## Recorded data:
----
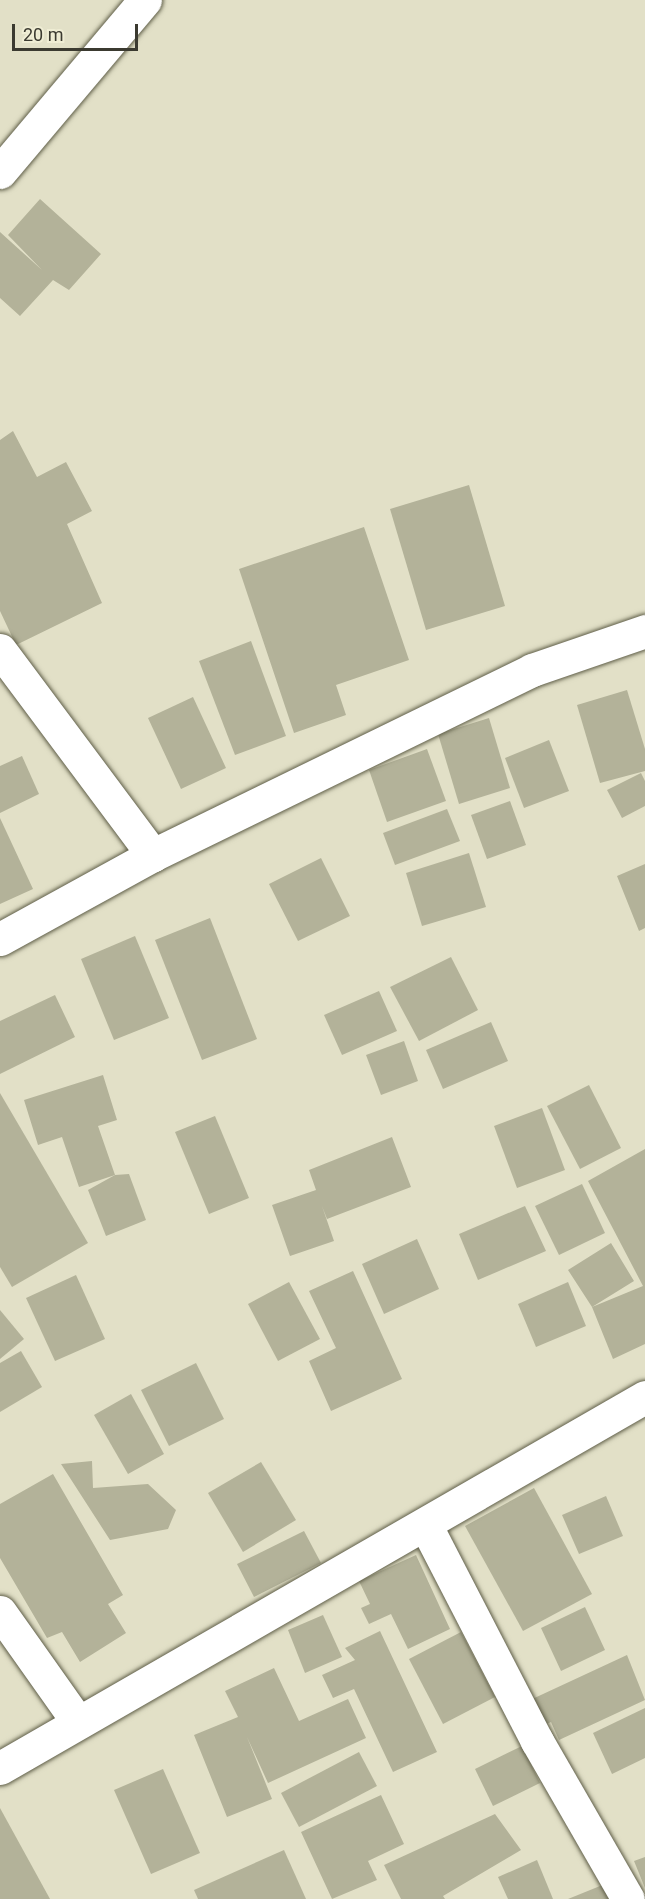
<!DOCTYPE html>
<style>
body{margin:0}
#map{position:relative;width:645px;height:1899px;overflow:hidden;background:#e2e0c7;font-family:Roboto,sans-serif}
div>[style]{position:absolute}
.building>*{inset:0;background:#b3b299}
.roads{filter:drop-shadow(0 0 2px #5f5e48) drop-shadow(0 0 2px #5f5e48)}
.minor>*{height:33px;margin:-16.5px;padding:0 16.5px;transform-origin:16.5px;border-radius:16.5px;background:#fff}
span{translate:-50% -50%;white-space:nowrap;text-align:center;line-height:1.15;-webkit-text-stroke:5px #efedd4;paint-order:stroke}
.scale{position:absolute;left:12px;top:24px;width:126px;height:27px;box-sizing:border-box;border:3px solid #3b3a30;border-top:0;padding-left:8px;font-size:18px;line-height:21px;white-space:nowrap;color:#3b3a30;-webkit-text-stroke:4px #efedd4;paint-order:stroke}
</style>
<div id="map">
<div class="building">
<i style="clip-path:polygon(40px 199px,101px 254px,69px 290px,53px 280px,20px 316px,0 298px,0 232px,42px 270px,8px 235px)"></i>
<i style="clip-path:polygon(13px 431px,37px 477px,66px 462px,92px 511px,67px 524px,102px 603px,16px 645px,0 611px,0 440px)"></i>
<i style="clip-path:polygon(469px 485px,505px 606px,426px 630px,390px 509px)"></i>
<i style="clip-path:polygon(364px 527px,409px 660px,336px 685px,346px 715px,294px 733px,239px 569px)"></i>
<i style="clip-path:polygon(251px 641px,286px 736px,235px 755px,199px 661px)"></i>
<i style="clip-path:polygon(627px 690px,645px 749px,645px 771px,600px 783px,577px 705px)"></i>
<i style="clip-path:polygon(193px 697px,226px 768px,181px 789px,148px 718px)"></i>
<i style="clip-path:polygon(489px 718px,510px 788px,459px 804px,438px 734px)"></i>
<i style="clip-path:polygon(549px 740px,569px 791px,524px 808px,505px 758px)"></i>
<i style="clip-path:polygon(427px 749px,446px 801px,387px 822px,369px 770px)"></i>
<i style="clip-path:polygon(22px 756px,39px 794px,0 813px,0 766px)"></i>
<i style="clip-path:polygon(641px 773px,645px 781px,645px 806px,622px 818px,607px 790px)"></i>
<i style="clip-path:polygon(510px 801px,526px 845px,487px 859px,471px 815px)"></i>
<i style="clip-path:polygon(447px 809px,460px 841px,395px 865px,383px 833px)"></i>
<i style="clip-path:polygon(0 818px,33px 889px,0 904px)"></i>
<i style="clip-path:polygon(469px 853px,486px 907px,422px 926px,406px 873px)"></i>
<i style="clip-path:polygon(321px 858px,350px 916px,298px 941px,269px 884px)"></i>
<i style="clip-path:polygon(645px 864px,645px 928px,639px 931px,617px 876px)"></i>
<i style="clip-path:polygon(210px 918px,257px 1039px,202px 1060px,155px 940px)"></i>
<i style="clip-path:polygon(135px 936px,169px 1018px,114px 1040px,81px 959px)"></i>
<i style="clip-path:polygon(451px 957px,478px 1010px,419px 1041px,390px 987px)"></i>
<i style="clip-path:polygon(379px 991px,397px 1031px,342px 1055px,324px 1015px)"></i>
<i style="clip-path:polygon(55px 995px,75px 1037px,0 1074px,0 1021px)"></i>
<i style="clip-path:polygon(491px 1022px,508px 1061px,443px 1089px,426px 1050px)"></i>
<i style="clip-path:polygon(404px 1041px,418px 1081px,381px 1095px,366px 1055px)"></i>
<i style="clip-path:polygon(103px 1075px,117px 1120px,98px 1126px,115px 1175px,79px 1187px,62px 1137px,38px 1145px,24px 1100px)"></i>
<i style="clip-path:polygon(589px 1085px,621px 1148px,580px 1169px,547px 1106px)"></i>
<i style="clip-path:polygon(0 1093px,88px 1243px,12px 1287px,0 1267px)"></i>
<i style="clip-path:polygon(542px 1108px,565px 1170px,517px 1188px,494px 1126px)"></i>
<i style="clip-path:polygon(215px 1116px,249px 1198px,209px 1214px,175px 1132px)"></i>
<i style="clip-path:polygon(392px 1137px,411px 1187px,327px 1219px,322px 1206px,334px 1241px,290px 1256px,272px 1205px,316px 1190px,309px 1170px)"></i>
<i style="clip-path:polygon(645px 1149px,645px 1344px,613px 1359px,592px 1307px,568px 1270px,611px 1243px,634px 1281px,592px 1307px,643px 1286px,588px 1181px)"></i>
<i style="clip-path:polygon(129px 1174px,146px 1220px,106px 1236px,88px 1190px,115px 1175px)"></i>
<i style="clip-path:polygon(582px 1184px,605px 1233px,559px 1255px,535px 1206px)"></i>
<i style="clip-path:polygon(525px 1206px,546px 1251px,478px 1280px,459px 1234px)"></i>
<i style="clip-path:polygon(417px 1239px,439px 1289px,384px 1314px,362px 1264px)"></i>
<i style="clip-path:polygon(353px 1271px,402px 1379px,331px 1411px,309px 1361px,336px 1348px,309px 1291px)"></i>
<i style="clip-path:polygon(76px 1275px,105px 1339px,55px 1361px,26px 1298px)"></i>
<i style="clip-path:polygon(289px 1282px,320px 1339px,278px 1361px,248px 1304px)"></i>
<i style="clip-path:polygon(568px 1282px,586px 1326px,536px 1347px,518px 1304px)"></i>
<i style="clip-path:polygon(0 1310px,24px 1339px,0 1359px)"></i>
<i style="clip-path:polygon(21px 1351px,42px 1387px,0 1412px,0 1363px)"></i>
<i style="clip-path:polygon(196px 1363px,224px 1419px,169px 1446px,141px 1390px)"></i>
<i style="clip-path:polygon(131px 1394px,164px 1454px,128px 1474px,94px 1415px)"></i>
<i style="clip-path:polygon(92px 1461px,93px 1488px,148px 1484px,176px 1510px,168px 1529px,110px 1540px,61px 1464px)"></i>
<i style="clip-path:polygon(261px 1462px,296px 1520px,243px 1552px,208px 1493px)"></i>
<i style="clip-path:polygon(53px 1474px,123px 1595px,108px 1604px,126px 1633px,80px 1662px,62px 1632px,47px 1638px,0 1558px,0 1504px)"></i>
<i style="clip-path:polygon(534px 1488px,592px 1594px,523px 1631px,465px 1526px)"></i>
<i style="clip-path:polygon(606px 1496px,623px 1536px,579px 1554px,562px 1515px)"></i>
<i style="clip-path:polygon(304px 1531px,321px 1563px,254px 1597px,237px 1564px)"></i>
<i style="clip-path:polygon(416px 1555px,450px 1629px,408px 1649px,391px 1614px,369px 1624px,361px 1608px,370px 1604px,359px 1581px)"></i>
<i style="clip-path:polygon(585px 1607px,605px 1650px,561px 1671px,541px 1628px)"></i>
<i style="clip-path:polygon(323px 1615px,342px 1657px,305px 1673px,288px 1630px)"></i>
<i style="clip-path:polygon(380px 1631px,437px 1752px,393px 1772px,354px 1689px,333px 1698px,322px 1675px,355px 1660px,345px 1648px)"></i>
<i style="clip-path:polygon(461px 1632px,495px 1697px,443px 1724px,409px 1659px)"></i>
<i style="clip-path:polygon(627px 1655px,645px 1700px,559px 1740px,551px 1722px,540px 1727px,528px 1701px)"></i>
<i style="clip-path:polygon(274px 1668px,299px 1721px,348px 1699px,366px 1738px,268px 1783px,247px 1737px,272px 1799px,227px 1817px,194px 1735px,238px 1717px,225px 1691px)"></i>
<i style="clip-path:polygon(645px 1708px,645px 1758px,612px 1774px,593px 1733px)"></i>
<i style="clip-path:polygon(522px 1746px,540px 1783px,493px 1806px,475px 1769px)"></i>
<i style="clip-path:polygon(359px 1752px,377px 1786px,299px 1827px,281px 1793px)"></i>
<i style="clip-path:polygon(163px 1769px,200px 1853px,151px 1874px,114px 1790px)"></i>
<i style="clip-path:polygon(381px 1795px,404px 1844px,368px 1861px,377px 1880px,332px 1899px,301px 1832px)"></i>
<i style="clip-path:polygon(0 1808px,50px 1899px,0 1899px)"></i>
<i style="clip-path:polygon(495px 1814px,521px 1850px,443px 1896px,445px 1899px,401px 1899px,384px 1865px)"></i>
<i style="clip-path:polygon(284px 1850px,306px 1899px,198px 1899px,194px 1890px)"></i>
<i style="clip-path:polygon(645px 1857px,645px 1888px,634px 1861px)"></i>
<i style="clip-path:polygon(537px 1860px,553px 1899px,508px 1899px,498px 1877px)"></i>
<i style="clip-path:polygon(605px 1884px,611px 1899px,568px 1899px)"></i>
</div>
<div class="roads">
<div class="minor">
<i style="left:0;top:172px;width:225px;rotate:-49.9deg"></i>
<i style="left:0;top:650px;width:256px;rotate:53.3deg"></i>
<i style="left:0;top:939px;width:175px;rotate:-28.8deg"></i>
<i style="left:153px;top:855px;width:422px;rotate:-26deg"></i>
<i style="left:532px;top:670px;width:120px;rotate:-19deg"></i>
<i style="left:426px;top:1526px;width:242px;rotate:62.7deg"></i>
<i style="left:537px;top:1741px;width:182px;rotate:60.1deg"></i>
<i style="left:0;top:1612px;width:135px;rotate:54.7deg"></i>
<i style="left:0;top:1768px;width:744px;rotate:-29.91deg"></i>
</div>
</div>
<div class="scale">20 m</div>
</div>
----
## Task requirements:
Without any picture, return exactly the lines of the records above from the first through the line that contains "2px #5f5e48) drop-shadow(0".

## Completed exercise:
<!DOCTYPE html>
<style>
body{margin:0}
#map{position:relative;width:645px;height:1899px;overflow:hidden;background:#e2e0c7;font-family:Roboto,sans-serif}
div>[style]{position:absolute}
.building>*{inset:0;background:#b3b299}
.roads{filter:drop-shadow(0 0 2px #5f5e48) drop-shadow(0 0 2px #5f5e48)}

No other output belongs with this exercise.